[[ Provided data open ]]

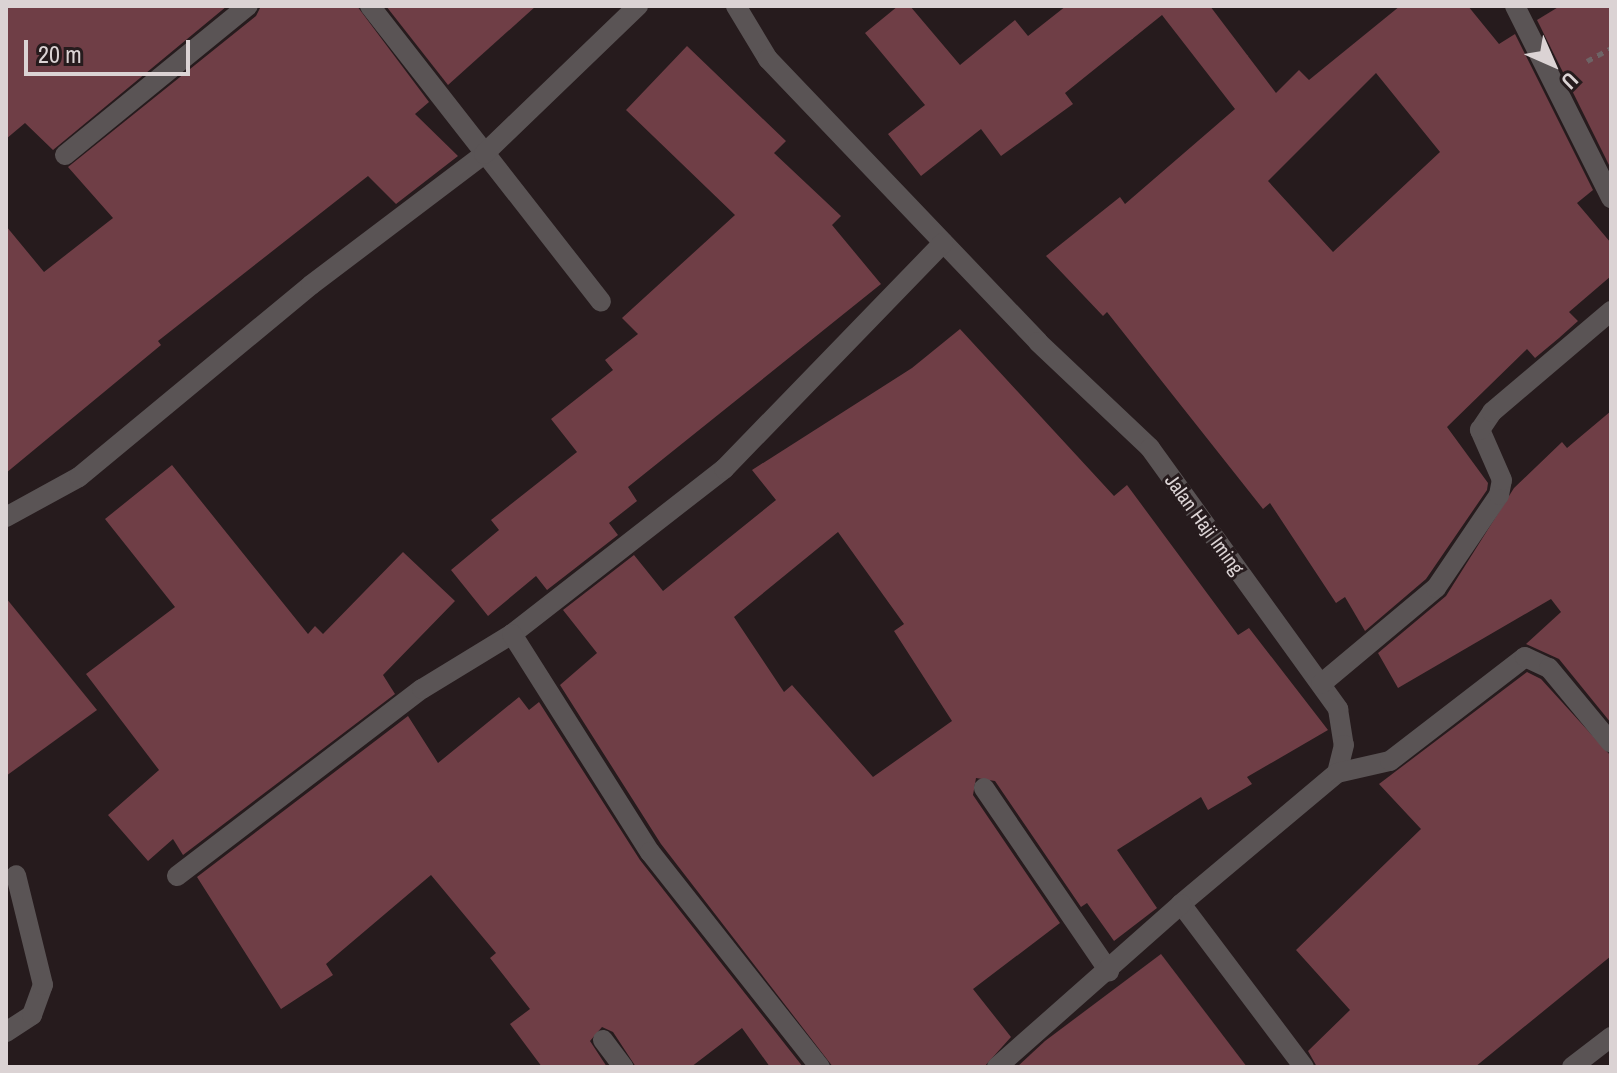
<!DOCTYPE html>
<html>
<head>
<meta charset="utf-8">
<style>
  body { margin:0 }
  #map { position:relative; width:1617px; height:1073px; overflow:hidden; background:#261b1d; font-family:"Archivo Narrow",sans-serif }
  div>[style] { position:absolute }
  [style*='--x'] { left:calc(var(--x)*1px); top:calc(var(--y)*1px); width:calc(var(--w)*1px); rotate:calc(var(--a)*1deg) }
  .building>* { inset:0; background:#6f3e46 }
  .path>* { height:5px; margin-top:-2.5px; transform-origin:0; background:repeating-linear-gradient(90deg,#6e6466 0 6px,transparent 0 12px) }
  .street>* { height:20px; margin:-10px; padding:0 10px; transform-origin:10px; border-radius:10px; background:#5a5455 }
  span { translate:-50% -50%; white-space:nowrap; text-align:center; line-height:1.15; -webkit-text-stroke:6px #261b1d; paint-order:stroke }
  .street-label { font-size:20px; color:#dbd3d4 }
  .frame { position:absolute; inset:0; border:8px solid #dbd3d4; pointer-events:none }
  .north { position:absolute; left:1513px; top:24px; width:80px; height:80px; -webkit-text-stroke:6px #261b1d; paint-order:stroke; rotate:135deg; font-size:22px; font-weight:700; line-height:32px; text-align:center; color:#dbd3d4 }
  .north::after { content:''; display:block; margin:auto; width:28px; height:36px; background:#dbd3d4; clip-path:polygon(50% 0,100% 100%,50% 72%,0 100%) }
  .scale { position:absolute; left:24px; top:40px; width:166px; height:36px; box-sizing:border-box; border:4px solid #dbd3d4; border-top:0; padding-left:10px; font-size:24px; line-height:28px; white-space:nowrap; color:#dbd3d4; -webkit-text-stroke:6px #261b1d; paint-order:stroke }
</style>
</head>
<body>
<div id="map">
  <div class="building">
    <div style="clip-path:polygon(6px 6px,227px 6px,53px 150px,25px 123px,6px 139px)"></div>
    <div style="clip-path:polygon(261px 6px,357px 6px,429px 102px,415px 114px,458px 156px,396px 204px,368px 176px,158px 341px,161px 345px,6px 473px,6px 226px,44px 272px,113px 218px,68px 167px,256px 16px)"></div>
    <div style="clip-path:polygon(386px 6px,536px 6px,448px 85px)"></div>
    <div style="clip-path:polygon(evenodd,898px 6px,910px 6px,960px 65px,1015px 20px,1028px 36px,1066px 6px,1210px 6px,1276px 93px,1299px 70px,1309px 80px,1400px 6px,1468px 6px,1499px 44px,1515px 34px,1593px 190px,1577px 203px,1611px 243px,1611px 276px,1569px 312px,1578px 321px,1559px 338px,1535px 358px,1527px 349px,1447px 427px,1488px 483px,1487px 490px,1426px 579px,1365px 631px,1345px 597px,1336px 603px,1270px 503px,1263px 509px,1107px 312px,1103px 316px,1046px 256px,1120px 197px,1125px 204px,1235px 109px,1162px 15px,1065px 93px,1073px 104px,1001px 156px,981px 129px,921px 176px,888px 134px,925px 105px,865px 33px,898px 6px,1376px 73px,1440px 152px,1333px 252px,1268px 181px,1376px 73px)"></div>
    <div style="clip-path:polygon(1560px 6px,1611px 6px,1611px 169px,1537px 20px)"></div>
    <div style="clip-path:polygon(687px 46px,786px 141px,774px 153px,841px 216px,832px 225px,881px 284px,628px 487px,637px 501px,609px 523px,618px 535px,547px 590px,536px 576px,488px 616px,451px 570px,499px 530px,491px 520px,577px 452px,551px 419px,613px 370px,605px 360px,638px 334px,622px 318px,735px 215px,626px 110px)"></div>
    <div style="clip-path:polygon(evenodd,960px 329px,1114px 496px,1127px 485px,1238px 635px,1249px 628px,1328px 730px,1247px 777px,1252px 784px,1208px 810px,1201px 797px,1117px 850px,1157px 908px,1114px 941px,1087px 903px,1081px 907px,995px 781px,976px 778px,973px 795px,1060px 923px,973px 989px,1011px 1037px,984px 1067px,833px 1067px,661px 844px,560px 685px,597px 653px,563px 610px,634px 555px,663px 591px,776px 500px,752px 470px,912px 368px,960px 329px,838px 532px,904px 624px,894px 631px,952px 721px,873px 777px,792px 685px,784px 692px,734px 617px,838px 532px)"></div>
    <div style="clip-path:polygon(1611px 411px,1611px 723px,1559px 659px,1526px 644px,1561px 612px,1551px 599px,1398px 688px,1378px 653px,1446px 596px,1514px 488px,1562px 442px,1567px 448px)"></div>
    <div style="clip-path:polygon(172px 465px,308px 634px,315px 626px,323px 634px,403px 552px,455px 601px,383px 675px,395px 694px,183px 855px,173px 839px,148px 861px,108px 815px,159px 770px,86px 674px,175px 607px,105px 519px)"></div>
    <div style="clip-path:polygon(6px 598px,97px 710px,6px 776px)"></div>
    <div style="clip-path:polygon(1527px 672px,1541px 679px,1611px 756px,1611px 956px,1475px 1067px,1317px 1067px,1308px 1051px,1350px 1010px,1296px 950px,1421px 829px,1379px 784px)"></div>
    <div style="clip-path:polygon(519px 697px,529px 710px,539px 702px,640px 860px,803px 1067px,770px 1067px,742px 1028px,691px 1067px,636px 1067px,613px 1032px,602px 1027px,590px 1041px,607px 1067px,542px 1067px,510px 1024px,530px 1009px,490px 958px,496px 953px,431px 875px,326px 964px,333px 975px,281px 1009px,197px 877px,408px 716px,438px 763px)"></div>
    <div style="clip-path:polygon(1161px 954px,1247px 1067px,1017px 1067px,1045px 1041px)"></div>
  </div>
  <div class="path">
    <div style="--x:1587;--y:61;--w:27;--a:-28"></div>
  </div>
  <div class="street">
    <div style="--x:370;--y:6;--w:375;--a:52"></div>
    <div style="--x:736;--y:6;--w:62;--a:58.9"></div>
    <div style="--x:768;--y:59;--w:391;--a:46.3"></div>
    <div style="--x:1038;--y:342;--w:154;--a:43.4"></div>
    <div style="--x:1150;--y:448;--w:322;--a:54.2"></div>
    <div style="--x:1338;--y:709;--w:36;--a:81"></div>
    <div style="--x:1344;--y:745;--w:29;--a:104"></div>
    <div style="--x:1337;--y:773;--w:204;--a:140"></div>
    <div style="--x:1181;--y:904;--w:204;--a:53"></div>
    <div style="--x:1515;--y:6;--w:215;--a:63.4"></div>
    <div style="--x:65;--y:155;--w:236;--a:-39.2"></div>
    <div style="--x:6;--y:517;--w:83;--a:-28.7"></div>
    <div style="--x:79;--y:477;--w:301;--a:-39.6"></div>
    <div style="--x:311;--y:285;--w:217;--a:-37.1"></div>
    <div style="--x:484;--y:154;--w:214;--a:-43.9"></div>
    <div style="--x:512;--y:634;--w:269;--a:-37.9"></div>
    <div style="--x:724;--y:469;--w:315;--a:-45.9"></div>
    <div style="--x:1321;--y:684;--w:150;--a:-39.9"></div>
    <div style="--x:1436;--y:588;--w:112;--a:-55.9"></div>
    <div style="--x:1499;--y:495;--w:15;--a:-79"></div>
    <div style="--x:1502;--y:480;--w:55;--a:-113.7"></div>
    <div style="--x:1480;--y:430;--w:22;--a:-56"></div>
    <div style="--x:1492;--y:412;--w:156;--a:-40.3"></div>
    <div style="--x:1337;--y:773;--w:54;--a:-12.8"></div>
    <div style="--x:1390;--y:761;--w:170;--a:-37.6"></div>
    <div style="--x:1525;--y:657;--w:26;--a:25"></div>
    <div style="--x:1549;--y:668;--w:97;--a:50.4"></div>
    <div style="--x:984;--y:788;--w:222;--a:55.7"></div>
    <div style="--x:177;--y:876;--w:308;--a:-37.4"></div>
    <div style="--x:422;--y:689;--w:105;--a:-31.4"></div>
    <div style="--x:512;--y:634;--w:258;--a:57.7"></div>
    <div style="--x:650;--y:852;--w:274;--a:51.7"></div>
    <div style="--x:6;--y:1032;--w:31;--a:-33"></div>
    <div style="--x:32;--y:1015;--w:32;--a:-70"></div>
    <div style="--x:43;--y:985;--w:113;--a:-103.8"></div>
    <div style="--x:603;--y:1040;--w:34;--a:53"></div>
    <div style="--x:997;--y:1067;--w:246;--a:-41.5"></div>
    <div style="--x:1572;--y:1067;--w:49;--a:-37.6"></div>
  </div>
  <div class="street-label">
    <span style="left:1205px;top:524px;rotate:54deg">Jalan Haji Iming</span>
  </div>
  <div class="frame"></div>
  <div class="north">U</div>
  <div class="scale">20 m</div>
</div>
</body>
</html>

[[ Provided data closed ]]

* **Task goal**:
All lines from the beginning of the material above through the line holding "height:5px; margin-top:-2.5px; transform-origin:0;" are to be given again exactly, and no others; pictures do not go in.

* **Output of the task**:
<!DOCTYPE html>
<html>
<head>
<meta charset="utf-8">
<style>
  body { margin:0 }
  #map { position:relative; width:1617px; height:1073px; overflow:hidden; background:#261b1d; font-family:"Archivo Narrow",sans-serif }
  div>[style] { position:absolute }
  [style*='--x'] { left:calc(var(--x)*1px); top:calc(var(--y)*1px); width:calc(var(--w)*1px); rotate:calc(var(--a)*1deg) }
  .building>* { inset:0; background:#6f3e46 }
  .path>* { height:5px; margin-top:-2.5px; transform-origin:0; background:repeating-linear-gradient(90deg,#6e6466 0 6px,transparent 0 12px) }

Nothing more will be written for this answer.